From Torture Memos to Executions: Connecting the Dots
Even then, the Red Cross report and Danner’s analysis were merely adding detail to a narrative that had been outlined by the exemplary work of reporters like the Washington Post’s Dana Priest (first to uncover “black sites”), The New Yorker’s Seymour Hersh and Jane Mayer (who uncovered and documented torture at Abu Ghraib, Guantanamo and Afghanistan), and The New York Times’ Scott Shane and James Risen (who traced brutality’s trail to its perpetrators in the highest offices in Washington).
In “The Dark Side,” Mayer connects all the threads. From the first page to the last, in details as absorbing as they are revolting, she provides two invaluably analytical layers of context that had been missing until then: the ideological origins of the Bush administration’s rationale for its torture regime, and the way an extremely narrow cohort—Bush, Vice President Dick Cheney and a few lawyers in the Justice Department’s Office of Legal Counsel—went about translating that ideology into a policy that circumvented Congress, subverted the nation’s laws and invented “golden shields” to avoid prosecution, should the day come when the regime’s abuses are questioned.
Zeal and Self-Righteousnesss
Sure there were legal limits and a Congress to consider. Or, rather, to outwit. The Bush Administration’s “solution to this complex ‘conundrum,’” Mayer writes, “was cloaked in secrecy and it excluded much of the government, including almost all of the administration’s most experienced experts in military and international law. [Vice President Dick]Cheney, [David] Addington, and the handful of other like-minded conservative members of the self-appointed War Council, none of whom were military veterans let alone experts in military law, stealthily usurped the decision making. Their solution—the imposition of an alternative legal system following rules of the executive branch’s own devising—has proven the origin of almost all of the Bush Administration’s most vexing legal problems in the war on terror.”
Out of that alternative system grew the extra-judicial concentration camp at Guantanamo Bay, the secret prisons in Thailand, North Africa and former satellites of the Soviet Union such as Romania and Poland, extraordinary rendition, and torture sessions conducted by CIA interrogators.
Why Torture Didn't Work
On Sept. 6, 2006, in the East Room of the White House, Bush delivered a 37-minute address justifying and euphemizing torture as “an alternative set of procedures” that worked.
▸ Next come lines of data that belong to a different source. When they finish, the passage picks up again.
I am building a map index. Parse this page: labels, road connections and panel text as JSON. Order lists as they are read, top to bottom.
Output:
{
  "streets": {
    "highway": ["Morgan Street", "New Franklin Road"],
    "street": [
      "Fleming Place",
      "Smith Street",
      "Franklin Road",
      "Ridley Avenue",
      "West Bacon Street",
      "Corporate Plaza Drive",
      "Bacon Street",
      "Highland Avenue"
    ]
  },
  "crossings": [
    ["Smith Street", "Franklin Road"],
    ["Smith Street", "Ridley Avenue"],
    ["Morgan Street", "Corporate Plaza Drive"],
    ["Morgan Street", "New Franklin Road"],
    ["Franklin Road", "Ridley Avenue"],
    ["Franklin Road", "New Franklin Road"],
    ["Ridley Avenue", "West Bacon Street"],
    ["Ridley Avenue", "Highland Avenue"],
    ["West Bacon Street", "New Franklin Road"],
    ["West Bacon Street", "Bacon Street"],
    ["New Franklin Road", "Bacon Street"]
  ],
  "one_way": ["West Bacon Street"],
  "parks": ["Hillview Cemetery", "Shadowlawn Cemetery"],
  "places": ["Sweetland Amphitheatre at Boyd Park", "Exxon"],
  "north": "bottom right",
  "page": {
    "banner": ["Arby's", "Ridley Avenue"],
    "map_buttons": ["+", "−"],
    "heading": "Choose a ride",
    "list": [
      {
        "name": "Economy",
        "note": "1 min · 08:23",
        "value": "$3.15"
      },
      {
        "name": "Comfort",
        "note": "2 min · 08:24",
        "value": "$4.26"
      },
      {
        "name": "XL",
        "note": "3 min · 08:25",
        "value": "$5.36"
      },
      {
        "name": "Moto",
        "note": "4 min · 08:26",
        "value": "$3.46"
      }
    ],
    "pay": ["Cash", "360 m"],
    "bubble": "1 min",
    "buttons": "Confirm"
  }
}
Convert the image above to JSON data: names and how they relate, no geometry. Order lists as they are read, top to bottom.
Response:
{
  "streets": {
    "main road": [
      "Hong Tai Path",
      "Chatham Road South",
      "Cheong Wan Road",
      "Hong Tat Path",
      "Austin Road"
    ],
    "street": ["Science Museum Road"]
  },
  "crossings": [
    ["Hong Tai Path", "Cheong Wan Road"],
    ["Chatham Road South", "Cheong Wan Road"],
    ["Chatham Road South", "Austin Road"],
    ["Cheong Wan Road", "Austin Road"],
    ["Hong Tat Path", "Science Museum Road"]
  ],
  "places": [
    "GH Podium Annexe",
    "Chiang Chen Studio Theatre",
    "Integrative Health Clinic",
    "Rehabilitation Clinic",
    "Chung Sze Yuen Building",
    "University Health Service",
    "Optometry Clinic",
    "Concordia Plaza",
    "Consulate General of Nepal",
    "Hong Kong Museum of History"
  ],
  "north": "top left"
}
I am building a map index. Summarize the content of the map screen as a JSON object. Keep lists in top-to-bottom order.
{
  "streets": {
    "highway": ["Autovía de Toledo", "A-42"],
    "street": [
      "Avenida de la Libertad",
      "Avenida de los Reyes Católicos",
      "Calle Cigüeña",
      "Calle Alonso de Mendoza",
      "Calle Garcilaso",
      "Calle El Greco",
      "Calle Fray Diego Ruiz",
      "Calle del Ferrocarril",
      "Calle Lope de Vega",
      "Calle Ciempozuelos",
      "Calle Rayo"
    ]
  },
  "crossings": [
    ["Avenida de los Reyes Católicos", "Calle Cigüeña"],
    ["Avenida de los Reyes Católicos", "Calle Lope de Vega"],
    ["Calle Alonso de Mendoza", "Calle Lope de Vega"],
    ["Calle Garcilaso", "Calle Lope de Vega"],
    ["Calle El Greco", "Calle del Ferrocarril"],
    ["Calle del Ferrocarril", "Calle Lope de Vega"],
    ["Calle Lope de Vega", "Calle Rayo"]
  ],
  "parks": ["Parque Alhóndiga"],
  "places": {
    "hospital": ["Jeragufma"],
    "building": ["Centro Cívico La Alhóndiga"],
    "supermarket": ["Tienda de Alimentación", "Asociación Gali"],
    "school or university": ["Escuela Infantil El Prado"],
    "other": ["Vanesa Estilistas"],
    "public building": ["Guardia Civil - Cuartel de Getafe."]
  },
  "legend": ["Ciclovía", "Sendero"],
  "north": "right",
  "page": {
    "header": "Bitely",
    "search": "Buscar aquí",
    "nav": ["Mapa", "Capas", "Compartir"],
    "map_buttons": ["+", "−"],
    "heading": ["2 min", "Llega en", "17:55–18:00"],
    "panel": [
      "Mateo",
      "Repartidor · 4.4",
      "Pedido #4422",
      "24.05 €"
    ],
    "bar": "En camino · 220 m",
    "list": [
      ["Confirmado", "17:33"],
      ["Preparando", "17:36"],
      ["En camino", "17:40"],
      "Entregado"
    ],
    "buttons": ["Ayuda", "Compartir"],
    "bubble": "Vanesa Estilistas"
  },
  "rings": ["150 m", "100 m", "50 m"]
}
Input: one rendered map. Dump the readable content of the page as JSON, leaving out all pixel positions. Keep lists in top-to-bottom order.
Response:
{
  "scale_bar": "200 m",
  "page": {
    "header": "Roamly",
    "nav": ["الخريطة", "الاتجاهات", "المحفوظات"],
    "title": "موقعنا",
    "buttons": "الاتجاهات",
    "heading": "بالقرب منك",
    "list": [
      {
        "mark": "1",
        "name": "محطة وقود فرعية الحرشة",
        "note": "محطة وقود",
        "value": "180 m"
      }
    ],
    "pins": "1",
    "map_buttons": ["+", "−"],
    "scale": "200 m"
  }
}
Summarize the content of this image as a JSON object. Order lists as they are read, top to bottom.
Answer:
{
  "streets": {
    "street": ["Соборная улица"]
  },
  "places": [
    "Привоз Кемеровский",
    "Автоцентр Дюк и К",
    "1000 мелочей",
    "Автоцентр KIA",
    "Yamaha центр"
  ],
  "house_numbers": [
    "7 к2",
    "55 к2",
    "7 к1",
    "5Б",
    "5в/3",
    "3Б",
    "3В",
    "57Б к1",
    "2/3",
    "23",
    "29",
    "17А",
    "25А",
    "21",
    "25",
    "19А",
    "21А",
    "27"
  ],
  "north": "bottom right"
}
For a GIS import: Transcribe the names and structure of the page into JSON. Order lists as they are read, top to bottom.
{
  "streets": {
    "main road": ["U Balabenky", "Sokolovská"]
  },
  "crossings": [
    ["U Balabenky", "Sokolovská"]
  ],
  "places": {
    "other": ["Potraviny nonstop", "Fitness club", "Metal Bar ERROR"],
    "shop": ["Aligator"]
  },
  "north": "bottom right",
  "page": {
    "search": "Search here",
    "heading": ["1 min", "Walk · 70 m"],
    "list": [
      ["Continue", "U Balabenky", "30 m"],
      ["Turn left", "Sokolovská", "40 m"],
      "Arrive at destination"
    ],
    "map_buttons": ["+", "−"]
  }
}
He said that the techniques used on Abu Zubaida and Khalid Sheikh Mohammed (both of whom were waterboarded) had helped the CIA uncover plots. Bush never said that Abu Zubaida and Khalid Sheikh Mohammed gave false information under torture (Mohammed confessed, falsely, to murdering Wall Street Journal reporter Daniel Pearl). Bush also never mentioned Ibn al-Shaykh al-Libi, who was also tortured, and who, under torture, fabricated evidence that Bush then used to justify going to war in Iraq.
So it can accurately be said that torture not only did not work. It produced fake evidence that led the United States into a war more devastating than the attacks of 9/11 had been, in lives and consequences. It also exposed the hollowness at the core of American ideals, the very ideals Bush brandished in his defense of bringing democracy to Iraq and Afghanistan.